Saved data entries:
************

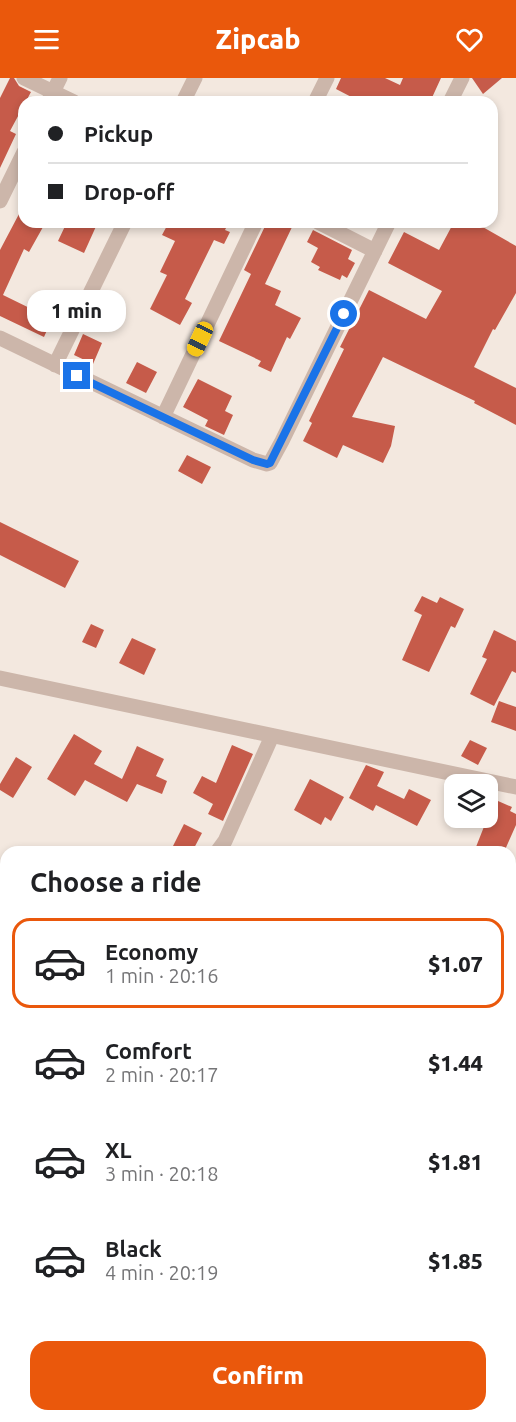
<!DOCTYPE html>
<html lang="en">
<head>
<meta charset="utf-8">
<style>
  :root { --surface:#fff; --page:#f2f2f2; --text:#202124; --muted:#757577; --line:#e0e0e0; --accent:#ea580c }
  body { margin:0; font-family:Ubuntu,sans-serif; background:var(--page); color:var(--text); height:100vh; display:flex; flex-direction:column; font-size:22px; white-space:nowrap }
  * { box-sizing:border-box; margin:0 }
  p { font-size:20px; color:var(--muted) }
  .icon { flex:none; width:33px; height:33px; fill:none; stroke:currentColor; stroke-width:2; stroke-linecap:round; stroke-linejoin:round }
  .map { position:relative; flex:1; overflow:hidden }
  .drawer { position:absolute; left:0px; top:768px; width:516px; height:576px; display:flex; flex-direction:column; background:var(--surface); border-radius:18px 18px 0 0; box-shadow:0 3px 9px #0003 }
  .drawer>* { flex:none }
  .hud { position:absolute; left:18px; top:18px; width:480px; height:132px; border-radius:18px; box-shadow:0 3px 9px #0003; display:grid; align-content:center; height:132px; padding:0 30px; background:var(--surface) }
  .tools { position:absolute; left:444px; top:696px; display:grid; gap:12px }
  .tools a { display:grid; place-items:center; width:54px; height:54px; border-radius:12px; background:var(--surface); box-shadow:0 3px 9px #0003; font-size:30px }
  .end { position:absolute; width:27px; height:27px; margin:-14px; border:8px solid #1a73e8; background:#fff; box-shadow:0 0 0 3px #fff }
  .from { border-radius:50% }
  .bubble { position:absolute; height:42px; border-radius:18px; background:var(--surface); box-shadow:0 3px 9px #0003; font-size:20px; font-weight:800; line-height:42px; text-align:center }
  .car { position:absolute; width:18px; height:36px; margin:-18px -9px; border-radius:8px; box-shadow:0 0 4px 2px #0007; background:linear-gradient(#f5c518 24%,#345 0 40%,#f5c518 0 76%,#345 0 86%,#f5c518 0) }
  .hud b { display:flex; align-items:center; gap:21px; height:57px; font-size:22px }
  .hud b+b { border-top:2px solid var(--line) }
  .hud i { width:15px; height:15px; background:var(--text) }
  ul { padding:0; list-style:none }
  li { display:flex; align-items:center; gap:18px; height:90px; margin:0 12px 9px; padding:0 18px; border:3px solid transparent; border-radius:18px }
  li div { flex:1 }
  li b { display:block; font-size:22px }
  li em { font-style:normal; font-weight:800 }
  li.current { border-color:var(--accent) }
  li>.icon { width:54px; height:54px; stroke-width:1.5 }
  h2 { padding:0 30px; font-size:27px; line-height:72px }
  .action { display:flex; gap:12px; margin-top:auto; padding:12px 30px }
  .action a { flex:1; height:69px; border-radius:18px; background:var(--accent); color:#fff; font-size:24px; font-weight:800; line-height:69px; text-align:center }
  header { display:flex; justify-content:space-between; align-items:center; height:78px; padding:0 30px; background:var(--accent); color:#fff; font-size:27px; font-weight:800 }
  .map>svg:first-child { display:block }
  .building { fill:#c65b4a }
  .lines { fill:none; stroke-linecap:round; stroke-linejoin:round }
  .minor { stroke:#ccb6aa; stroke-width:15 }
  .tertiary { stroke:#ccb6aa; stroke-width:15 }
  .route { stroke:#1a73e8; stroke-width:8 }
</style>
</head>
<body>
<header><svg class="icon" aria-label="menu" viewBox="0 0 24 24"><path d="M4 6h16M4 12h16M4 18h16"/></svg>Zipcab<svg class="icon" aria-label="heart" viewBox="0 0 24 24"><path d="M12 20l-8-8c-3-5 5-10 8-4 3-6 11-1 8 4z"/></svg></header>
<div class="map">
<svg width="516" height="1344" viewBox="0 0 516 1344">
  <rect width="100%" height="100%" fill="#f3e8df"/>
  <path class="building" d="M 10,0 L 14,0 L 19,8 L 31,14 L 10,53 L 16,56 L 0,90 L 0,20 Z
    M 341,0 L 385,0 L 400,7 L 403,0 L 441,0 L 430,24 L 361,24 L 336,11 Z
    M 472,0 L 502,0 L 483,16 Z
    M 19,136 L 24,139 L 24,144 L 33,144 L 43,149 L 29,174 L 24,171 L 3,217 L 52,241 L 44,259 L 0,238 L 0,172 Z
    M 67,144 L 98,144 L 84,175 L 58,163 Z
    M 169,144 L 229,144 L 225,152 L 230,154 L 224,166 L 214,162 L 185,221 L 192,225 L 180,247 L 150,231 L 167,197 L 160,194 L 175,163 L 162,157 Z
    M 267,144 L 285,144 L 293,147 L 265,206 L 281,213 L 275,227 L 301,240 L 290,261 L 287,259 L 271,294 L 258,288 L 261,283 L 219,263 L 251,196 L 244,192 Z
    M 454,144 L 474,144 L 516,168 L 516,215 L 495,252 L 493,251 L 474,289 L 516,310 L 516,347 L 474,325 L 475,323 L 383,279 L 352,339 L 395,348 L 391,368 L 383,385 L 343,367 L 337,380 L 303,363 L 312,345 L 309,343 L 344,271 L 340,269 L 369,212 L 426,241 L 442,213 L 388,185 L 404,154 L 439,172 Z
    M 313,152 L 352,172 L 348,181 L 355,185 L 347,200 L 342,197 L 340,202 L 318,192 L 320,189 L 311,184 L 318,170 L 307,164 Z
    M 83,256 L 102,265 L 93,286 L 74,277 Z
    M 137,284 L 157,294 L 146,315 L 126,305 Z
    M 198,301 L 232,318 L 225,333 L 233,337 L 224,357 L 205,348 L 208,342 L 183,329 Z
    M 187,377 L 211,389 L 202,406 L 178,393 Z
    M 0,444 L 79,483 L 65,510 L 0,477 Z
    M 422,518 L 437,525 L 440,519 L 464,531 L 455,550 L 451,548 L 429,594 L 402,582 L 422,537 L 414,533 Z
    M 91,546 L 104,552 L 96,570 L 82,564 Z
    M 494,552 L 516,563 L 516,595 L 512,593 L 494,628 L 470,616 L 487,581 L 482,579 Z
    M 132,560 L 156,571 L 144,597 L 119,585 Z
    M 499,623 L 516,629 L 516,653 L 491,644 Z
    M 74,656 L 102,673 L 94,686 L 122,701 L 137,668 L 164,681 L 156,698 L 167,703 L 162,716 L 137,706 L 127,724 L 85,702 L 75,718 L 47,701 Z
    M 470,662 L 487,670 L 478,687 L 461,678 Z
    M 232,667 L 253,676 L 223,743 L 208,736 L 213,726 L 193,715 L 202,698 L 216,705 Z
    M 16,679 L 32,689 L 13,720 L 0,712 L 0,706 Z
    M 366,687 L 384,694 L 377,708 L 404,721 L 409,711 L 431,722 L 417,748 L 376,727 L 373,733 L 349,720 Z
    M 310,701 L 344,719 L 331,743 L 325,739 L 321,747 L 294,732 Z
    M 498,723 L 512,729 L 510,733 L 516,736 L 516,747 L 504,774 L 474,774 L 489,736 L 491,738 Z
    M 184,746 L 202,755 L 192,774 L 170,774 Z"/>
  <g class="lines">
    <path class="minor" d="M 24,0 L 74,24
      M 48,24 L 60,0
      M 183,24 L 195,0
      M 315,24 L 327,0
      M 450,24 L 462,0
      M 0,123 L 24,74
      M 318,144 L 375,173
      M 0,260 L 253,382 L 267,386 L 270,385 L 282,363 L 389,144
      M 55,287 L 125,144
      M 163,339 L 256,144
      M 217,774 L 225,763 L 272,658
      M 510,975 L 516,977
      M 0,1049 L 6,1051
      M 510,1211 L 516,1212
      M 4,1344 L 6,1338
      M 309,1344 L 311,1338"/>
    <path class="tertiary" d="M 0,600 L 516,709"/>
  </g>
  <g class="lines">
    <path class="route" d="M 77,298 L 253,382 L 267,386 L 270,385 L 344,236"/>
  </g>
</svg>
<div class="tools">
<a><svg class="icon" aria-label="layers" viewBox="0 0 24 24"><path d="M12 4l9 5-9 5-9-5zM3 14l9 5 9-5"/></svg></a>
</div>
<i class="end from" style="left:344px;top:236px"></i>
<i class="end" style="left:77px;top:298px"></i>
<div class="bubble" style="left:27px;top:212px;width:99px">1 min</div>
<i class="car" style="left:200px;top:261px;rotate:205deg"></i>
<div class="hud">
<b><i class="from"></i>Pickup</b>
<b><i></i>Drop-off</b>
</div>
<section class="drawer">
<h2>Choose a ride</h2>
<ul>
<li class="current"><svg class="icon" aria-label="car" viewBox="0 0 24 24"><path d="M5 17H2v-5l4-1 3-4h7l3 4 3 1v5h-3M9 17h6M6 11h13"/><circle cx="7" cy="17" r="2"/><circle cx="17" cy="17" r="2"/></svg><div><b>Economy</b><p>1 min · 20:16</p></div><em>$1.07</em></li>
<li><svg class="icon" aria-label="car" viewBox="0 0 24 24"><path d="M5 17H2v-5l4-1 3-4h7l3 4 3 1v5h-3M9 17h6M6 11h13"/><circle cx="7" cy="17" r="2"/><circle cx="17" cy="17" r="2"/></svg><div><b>Comfort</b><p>2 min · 20:17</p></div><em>$1.44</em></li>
<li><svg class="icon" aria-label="car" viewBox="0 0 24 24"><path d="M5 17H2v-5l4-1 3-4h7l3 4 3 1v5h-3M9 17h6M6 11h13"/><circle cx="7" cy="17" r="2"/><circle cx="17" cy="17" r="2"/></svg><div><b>XL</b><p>3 min · 20:18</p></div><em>$1.81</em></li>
<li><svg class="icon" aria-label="car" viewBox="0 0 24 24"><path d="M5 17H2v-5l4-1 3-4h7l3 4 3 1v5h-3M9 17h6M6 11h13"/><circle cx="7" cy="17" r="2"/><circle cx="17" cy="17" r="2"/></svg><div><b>Black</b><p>4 min · 20:19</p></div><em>$1.85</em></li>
</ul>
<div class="action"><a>Confirm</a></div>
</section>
</div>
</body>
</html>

************

What you need to do. Count every line of the records that holds the string "body". Write only the total.

Exercise response. 3